A da sie zrobic na odczepnego tanio ten silnik ? Tak zeby pochodzil troche no i sprzedac ? :oops:
ADI-mistrzu - Pon Cze 06, 2011 13:39

A potem na forum lądują tematu "Rover to szmelc, kupiłem i już nie działa" :???:

Wszystko da radę, ale ja mogę jedynie pomóc w naprawie, nie jestem zwolennikiem takiego postępowania, jeśli nie będzie się temu zapobiegać to coraz więcej aut będzie z takimi silnikami "igła".

Najpierw spuść płyn chłodniczy i zdejmij głowicę (stopniowo luzuj śruby głowicy, tak jak byś ją przykręcał tylko w odwrotnym kierunku kroki).
Zobacz jak wygląda wnętrze, a najlepiej zrób zdjęcie zdjętej uszczelki i głowicy. Zrób dobre i szczegółowe zdjęcia między innymi cylindrów.

Pamiętaj, im lepsze zdjęcie tym więcej można zobaczyć i stwierdzić.

Pewnie masz mocny majonez zamiast oleju?

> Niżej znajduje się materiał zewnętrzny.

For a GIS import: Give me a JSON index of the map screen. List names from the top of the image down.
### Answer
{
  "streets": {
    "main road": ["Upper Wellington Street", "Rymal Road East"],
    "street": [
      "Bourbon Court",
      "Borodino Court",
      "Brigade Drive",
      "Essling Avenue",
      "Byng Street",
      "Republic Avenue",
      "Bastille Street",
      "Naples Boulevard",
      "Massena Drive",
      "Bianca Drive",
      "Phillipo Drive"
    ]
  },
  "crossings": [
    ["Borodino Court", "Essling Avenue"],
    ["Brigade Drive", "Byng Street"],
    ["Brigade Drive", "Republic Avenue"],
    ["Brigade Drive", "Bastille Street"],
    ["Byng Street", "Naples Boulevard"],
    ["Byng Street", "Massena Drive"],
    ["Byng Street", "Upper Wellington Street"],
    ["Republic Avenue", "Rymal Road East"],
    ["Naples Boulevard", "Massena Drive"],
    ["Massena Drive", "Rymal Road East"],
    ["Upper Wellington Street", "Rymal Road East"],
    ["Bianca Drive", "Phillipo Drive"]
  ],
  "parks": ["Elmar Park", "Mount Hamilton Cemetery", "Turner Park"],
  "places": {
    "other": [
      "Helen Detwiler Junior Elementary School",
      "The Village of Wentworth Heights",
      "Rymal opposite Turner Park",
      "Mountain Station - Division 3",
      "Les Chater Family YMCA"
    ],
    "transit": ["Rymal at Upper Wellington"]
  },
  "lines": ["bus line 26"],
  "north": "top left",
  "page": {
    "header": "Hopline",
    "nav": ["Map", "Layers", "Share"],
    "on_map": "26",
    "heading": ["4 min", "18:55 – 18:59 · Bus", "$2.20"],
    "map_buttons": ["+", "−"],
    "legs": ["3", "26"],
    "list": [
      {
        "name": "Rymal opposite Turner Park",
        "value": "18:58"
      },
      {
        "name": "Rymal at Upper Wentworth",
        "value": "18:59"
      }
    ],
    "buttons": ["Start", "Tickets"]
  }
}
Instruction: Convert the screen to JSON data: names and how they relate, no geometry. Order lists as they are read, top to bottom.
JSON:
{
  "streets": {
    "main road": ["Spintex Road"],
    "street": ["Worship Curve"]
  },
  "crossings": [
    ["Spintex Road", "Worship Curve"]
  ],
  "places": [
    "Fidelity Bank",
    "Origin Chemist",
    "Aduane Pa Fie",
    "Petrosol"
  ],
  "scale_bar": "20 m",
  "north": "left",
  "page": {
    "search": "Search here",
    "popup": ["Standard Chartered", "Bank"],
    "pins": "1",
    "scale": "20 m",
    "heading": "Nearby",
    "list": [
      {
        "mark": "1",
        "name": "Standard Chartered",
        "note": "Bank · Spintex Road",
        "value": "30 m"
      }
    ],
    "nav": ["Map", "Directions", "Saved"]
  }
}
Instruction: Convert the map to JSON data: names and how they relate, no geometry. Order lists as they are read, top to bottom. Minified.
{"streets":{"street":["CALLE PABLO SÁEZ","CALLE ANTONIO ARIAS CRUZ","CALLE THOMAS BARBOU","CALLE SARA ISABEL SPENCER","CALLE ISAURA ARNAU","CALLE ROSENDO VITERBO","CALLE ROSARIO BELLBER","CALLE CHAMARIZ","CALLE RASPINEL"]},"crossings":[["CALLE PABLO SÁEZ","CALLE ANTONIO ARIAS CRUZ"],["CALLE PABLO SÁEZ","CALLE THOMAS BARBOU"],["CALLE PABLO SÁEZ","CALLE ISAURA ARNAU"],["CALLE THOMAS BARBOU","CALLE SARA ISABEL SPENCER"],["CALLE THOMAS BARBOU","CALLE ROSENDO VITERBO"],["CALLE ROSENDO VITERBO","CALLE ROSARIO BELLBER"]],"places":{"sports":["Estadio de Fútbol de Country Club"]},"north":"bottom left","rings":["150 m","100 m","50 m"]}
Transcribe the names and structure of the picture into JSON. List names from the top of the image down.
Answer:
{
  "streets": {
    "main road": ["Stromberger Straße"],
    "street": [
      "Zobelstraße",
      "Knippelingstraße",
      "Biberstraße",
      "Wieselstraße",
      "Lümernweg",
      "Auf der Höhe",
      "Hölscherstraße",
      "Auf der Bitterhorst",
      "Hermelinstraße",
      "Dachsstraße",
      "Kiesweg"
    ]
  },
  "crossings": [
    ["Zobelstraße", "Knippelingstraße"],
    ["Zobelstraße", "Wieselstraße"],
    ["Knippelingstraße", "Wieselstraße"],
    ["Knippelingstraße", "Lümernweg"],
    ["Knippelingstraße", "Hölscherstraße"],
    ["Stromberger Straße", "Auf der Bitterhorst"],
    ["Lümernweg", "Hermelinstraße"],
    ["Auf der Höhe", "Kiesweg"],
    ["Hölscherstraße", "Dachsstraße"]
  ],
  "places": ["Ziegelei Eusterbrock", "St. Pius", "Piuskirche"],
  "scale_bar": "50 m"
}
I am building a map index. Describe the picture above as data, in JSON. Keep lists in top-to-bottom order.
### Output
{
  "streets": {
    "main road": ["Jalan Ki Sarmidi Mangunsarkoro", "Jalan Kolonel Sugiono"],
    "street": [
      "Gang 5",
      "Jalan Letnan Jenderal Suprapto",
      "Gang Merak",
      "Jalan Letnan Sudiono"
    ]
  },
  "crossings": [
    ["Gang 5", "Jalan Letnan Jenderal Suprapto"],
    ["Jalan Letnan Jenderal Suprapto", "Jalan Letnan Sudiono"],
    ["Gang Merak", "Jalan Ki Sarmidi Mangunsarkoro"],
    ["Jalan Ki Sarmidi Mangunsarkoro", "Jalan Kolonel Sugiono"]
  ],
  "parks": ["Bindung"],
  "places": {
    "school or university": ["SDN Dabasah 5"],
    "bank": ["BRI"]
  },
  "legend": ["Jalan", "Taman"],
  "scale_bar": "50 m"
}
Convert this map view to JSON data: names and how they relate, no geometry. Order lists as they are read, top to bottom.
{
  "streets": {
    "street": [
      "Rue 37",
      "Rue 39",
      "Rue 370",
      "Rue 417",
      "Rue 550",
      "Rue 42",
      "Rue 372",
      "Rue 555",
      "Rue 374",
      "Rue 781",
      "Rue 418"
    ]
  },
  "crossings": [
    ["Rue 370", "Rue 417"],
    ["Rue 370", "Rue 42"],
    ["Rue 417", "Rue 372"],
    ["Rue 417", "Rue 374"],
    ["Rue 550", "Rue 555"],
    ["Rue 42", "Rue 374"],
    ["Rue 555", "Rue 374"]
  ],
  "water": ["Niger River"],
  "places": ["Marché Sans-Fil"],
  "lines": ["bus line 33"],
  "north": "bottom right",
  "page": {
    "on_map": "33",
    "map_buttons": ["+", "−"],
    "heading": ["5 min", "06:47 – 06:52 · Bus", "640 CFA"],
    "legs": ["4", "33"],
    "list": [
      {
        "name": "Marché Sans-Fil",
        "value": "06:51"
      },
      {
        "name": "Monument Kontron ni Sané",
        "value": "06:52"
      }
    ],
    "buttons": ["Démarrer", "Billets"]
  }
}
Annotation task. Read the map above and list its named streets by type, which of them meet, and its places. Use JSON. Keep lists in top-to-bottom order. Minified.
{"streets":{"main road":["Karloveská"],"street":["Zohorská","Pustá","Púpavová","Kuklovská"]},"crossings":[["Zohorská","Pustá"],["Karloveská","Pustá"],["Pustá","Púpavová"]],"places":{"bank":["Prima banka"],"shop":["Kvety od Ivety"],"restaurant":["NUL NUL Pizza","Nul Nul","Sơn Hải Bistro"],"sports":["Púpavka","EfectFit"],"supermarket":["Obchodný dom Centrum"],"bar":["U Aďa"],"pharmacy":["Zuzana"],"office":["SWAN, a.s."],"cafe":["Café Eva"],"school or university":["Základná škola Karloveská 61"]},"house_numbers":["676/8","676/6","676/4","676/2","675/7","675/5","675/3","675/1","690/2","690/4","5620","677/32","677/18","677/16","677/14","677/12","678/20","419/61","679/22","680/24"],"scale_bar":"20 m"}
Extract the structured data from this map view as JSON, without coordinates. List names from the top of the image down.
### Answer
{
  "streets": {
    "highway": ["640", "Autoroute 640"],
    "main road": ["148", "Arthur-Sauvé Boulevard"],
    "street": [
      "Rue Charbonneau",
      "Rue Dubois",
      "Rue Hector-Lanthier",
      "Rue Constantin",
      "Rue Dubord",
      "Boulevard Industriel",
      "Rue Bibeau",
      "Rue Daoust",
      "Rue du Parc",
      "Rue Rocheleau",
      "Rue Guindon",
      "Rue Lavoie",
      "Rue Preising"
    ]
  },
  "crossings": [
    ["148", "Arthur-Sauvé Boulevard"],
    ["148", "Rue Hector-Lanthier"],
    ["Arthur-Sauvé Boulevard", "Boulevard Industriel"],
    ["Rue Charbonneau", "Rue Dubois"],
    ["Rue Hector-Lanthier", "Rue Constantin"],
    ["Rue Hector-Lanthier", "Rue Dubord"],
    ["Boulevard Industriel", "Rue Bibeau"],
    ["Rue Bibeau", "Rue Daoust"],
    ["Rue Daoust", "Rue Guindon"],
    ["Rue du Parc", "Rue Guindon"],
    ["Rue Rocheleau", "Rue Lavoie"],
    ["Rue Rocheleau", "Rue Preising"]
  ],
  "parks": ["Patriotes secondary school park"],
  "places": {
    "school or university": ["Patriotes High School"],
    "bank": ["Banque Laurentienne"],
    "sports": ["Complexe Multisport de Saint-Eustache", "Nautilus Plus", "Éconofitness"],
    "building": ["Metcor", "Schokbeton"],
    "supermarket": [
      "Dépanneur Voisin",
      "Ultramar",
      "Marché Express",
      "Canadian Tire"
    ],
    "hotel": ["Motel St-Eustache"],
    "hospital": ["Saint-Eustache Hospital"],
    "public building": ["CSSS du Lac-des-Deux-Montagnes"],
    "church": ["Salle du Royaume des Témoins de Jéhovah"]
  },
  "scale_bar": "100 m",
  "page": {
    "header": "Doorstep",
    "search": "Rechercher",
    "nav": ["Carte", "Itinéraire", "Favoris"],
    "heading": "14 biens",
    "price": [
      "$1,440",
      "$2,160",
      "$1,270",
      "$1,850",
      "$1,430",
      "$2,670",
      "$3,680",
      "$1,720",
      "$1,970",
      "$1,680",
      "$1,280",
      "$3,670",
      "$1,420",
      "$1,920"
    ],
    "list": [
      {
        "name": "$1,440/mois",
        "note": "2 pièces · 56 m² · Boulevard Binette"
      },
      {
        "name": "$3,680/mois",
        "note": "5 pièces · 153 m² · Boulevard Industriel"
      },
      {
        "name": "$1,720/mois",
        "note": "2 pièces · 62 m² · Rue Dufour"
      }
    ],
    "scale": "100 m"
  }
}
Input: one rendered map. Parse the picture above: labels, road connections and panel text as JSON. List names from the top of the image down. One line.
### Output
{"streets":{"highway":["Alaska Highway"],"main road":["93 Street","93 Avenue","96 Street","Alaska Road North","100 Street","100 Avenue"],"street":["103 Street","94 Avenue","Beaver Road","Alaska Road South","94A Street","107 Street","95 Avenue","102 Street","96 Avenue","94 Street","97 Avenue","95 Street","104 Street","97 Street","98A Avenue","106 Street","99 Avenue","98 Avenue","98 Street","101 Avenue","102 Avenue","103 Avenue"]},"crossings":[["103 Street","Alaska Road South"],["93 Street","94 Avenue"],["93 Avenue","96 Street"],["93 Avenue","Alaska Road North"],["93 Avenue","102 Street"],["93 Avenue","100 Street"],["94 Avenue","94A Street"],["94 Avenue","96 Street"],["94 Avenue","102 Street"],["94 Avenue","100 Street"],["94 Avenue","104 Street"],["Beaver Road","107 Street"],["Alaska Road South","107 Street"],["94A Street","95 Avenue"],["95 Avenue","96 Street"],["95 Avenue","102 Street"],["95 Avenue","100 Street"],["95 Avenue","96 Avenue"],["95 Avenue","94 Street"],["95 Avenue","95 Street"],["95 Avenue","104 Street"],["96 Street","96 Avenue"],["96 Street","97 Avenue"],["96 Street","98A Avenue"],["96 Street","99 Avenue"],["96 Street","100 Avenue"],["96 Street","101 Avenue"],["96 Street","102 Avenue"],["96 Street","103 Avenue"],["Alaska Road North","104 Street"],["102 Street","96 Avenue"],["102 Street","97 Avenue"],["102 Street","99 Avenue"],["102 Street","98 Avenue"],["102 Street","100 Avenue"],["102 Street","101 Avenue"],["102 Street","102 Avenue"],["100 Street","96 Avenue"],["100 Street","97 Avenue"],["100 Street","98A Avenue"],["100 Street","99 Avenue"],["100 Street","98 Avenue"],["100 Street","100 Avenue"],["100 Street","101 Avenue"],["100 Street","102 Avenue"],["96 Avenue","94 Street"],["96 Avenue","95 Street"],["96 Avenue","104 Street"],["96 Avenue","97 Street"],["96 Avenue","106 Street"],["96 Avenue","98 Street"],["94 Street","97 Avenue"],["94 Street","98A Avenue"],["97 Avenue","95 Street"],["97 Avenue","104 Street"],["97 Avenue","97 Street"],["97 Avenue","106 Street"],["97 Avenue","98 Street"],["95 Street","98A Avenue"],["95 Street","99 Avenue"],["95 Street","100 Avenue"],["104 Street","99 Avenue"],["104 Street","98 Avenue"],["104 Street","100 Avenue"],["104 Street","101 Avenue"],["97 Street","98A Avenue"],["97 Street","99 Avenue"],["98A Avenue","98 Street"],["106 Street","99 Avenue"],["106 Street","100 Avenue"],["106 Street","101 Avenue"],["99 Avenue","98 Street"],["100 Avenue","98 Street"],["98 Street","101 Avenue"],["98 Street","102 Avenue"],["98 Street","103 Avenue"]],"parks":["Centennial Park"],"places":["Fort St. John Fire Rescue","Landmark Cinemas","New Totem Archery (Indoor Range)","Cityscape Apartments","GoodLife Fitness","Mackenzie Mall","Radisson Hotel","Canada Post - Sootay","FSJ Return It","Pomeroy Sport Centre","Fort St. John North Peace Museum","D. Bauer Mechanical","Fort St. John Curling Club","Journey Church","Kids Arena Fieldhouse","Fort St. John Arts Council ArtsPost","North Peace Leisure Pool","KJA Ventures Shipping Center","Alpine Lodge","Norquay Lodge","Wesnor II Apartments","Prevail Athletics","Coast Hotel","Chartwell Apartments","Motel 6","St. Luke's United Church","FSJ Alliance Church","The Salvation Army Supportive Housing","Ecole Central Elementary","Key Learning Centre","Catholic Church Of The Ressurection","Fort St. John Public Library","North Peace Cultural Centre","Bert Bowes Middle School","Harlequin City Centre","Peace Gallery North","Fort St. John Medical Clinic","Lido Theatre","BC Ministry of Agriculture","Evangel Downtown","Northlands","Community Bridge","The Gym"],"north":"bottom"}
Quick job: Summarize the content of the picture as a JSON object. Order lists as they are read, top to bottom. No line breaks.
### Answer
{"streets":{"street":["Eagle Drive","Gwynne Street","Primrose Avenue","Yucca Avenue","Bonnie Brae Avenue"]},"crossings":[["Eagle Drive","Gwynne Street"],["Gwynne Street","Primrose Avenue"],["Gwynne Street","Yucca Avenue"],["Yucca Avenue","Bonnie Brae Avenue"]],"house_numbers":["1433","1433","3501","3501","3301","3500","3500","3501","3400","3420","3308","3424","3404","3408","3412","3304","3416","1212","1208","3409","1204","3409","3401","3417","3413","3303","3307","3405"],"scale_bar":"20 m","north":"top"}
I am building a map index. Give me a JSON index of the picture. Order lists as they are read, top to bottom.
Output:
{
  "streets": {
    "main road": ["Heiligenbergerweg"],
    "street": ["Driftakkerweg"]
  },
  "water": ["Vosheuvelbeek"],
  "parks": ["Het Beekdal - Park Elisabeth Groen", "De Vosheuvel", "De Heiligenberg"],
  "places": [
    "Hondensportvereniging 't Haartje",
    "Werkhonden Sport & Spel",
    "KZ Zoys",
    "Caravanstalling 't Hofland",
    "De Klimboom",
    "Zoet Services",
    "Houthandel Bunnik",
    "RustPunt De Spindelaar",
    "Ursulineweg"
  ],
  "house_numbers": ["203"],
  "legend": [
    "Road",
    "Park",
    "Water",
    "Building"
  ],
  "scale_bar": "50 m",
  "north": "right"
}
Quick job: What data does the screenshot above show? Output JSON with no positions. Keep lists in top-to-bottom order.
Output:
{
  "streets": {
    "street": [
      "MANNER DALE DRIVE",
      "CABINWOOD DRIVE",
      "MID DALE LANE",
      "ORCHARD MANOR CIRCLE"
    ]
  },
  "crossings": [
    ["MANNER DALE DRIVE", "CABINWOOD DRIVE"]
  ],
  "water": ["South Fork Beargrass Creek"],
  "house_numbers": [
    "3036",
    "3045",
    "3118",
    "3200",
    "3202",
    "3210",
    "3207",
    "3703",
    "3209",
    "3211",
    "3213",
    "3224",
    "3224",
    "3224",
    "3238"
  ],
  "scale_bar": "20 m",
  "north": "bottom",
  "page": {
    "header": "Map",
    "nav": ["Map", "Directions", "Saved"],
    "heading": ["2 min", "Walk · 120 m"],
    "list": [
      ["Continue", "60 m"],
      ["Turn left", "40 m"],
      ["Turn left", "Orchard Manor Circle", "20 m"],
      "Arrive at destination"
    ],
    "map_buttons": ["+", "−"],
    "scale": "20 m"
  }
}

Silnik się przegrzewał czy nie?

ArO - Pon Cze 06, 2011 19:43

taak olej to kompletny rozpuszczalnik.. siostra zamiast sie zatrzymac i to dolewala plynu i jechala dalej ; /
ADI-mistrzu - Wto Cze 07, 2011 07:52

To jedyne co Ci zostało to rozebrać silnik i zobaczyć co się dzieje.
PTE - Wto Cze 07, 2011 08:40

A od siostry wyegzekwować pieniądze na naprawę. :lol:
ArO - Wto Cze 07, 2011 17:45

Postanowilem naprawic tego roverka, za bardzo go kocham :P Mam nauczke na przyszlosc nie dawac kobiecie auta :D
kumilek23 - Wto Cze 07, 2011 18:50

sorry za ot, ale w kwestii siostry to moja kiedyś jadąc moim R zamiast z 4 na 5 wrzucić to ona chciała wsteczny wsadzić przy (~80-90 km/h, sic!) na szczęście skrzynia odbiła i skończyło się tylko na mocnym pierd... :razz: też mnie to wiele nauczyło :wink:
ADI-mistrzu - Wto Cze 07, 2011 18:52

Dało się wrzucić wsteczny u Ciebie :shock: ?
U mnie synchronizator nie pozwala, od razu słyszę jak zęby skrzeczą i niema szans aby nawet na siłę go wrzucić.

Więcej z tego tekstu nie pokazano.